The aim is to depict biomarkers that could be associated with chemotaxonomy, phenotyping, organoleptic properties, denomination of origin, metabolic responses among other important areas in plant sciences. Proton NMR is commonly used in metabolic profiling. However, the large number of signals with expand multiplicities confined in a narrow product spectral range leads to extensive overlap, complicating the analysis and the interpretation of the spectrum.

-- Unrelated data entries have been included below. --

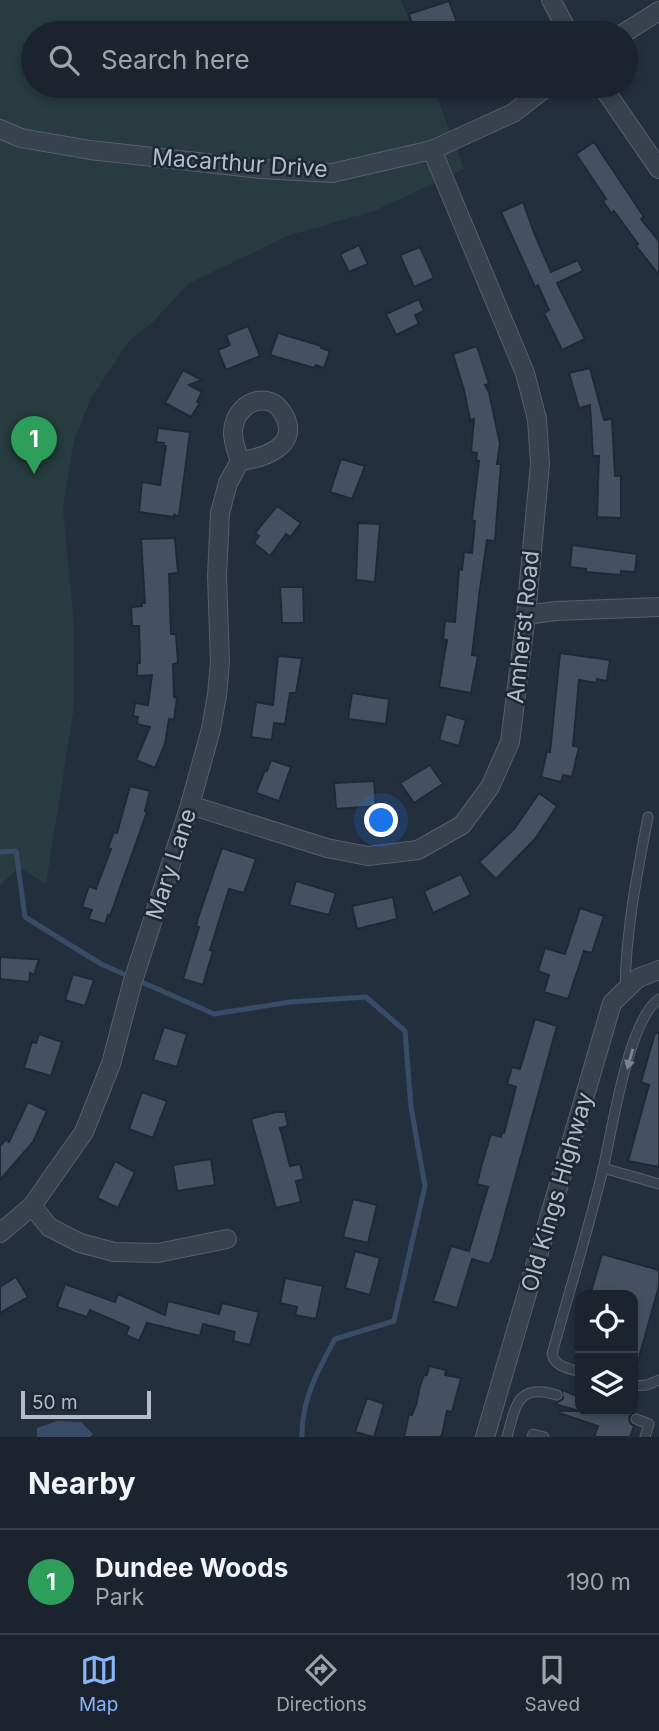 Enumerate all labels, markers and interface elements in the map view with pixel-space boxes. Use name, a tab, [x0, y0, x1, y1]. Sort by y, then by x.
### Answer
search box	[21, 21, 638, 98]
icon: search	[45, 41, 83, 79]
text: Search here	[101, 44, 250, 75]
street label: Macarthur Drive	[151, 143, 329, 183]
pin: 1	[11, 416, 57, 474]
street label: Amherst Road	[501, 549, 545, 705]
your location	[364, 803, 398, 837]
street label: Mary Lane	[140, 805, 202, 923]
one-way arrow	[624, 1049, 634, 1070]
street label: Old Kings Highway	[515, 1089, 599, 1295]
map controls	[575, 1290, 638, 1416]
button: locate	[575, 1290, 638, 1353]
button: layers	[575, 1353, 638, 1416]
scale bar	[21, 1388, 150, 1420]
text: 50 m	[32, 1391, 78, 1414]
text: Nearby	[28, 1465, 136, 1501]
text: Dundee Woods	[95, 1552, 288, 1583]
text: 1	[46, 1568, 56, 1596]
text: 190 m	[566, 1568, 631, 1596]
text: Park	[95, 1583, 144, 1611]
tab: Map	[79, 1651, 118, 1716]
tab: Directions	[276, 1651, 367, 1716]
tab: Saved	[524, 1651, 580, 1716] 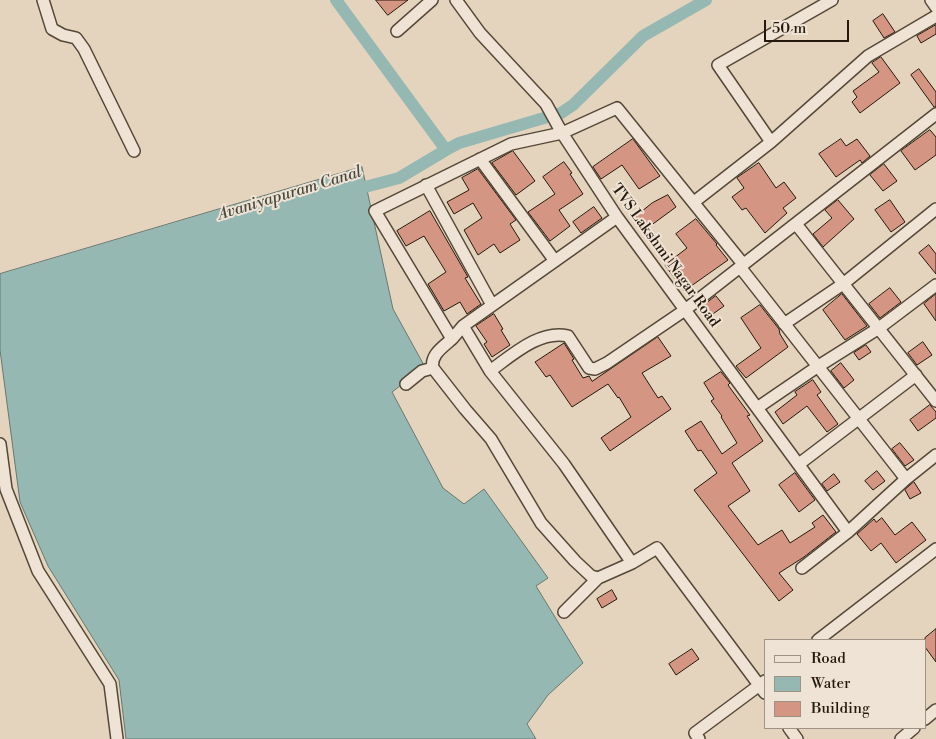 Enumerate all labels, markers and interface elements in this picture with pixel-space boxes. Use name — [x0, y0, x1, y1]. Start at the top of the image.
scale bar — [766, 10, 851, 42]
text: 50 m — [772, 19, 806, 38]
water label: Avaniyapuram Canal — [216, 163, 364, 225]
street label: TVS Lakshmi Nagar Road — [607, 181, 723, 331]
legend — [764, 639, 926, 729]
text: Road — [811, 649, 846, 668]
text: Water — [811, 674, 850, 693]
text: Building — [811, 699, 870, 718]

Typically, a single resonance has a width ranging from one to five Hertz. However, a highly coupled signal can spread in over 25 to even 50 Hertz, increasing the probability of signal overlap. To overcome this limitation, we apply modern pure shift NMR method to announce the spectral resolution as show here in three different plant scenarios.
Sample preparation, plant extract preparation can be performed in many ways and the procedure will depend on the matrix. The Cape gooseberry fruits were homogenized into a juice first. The vanilla leaves were used intact, and the potatoes were sliced protected from oxidation.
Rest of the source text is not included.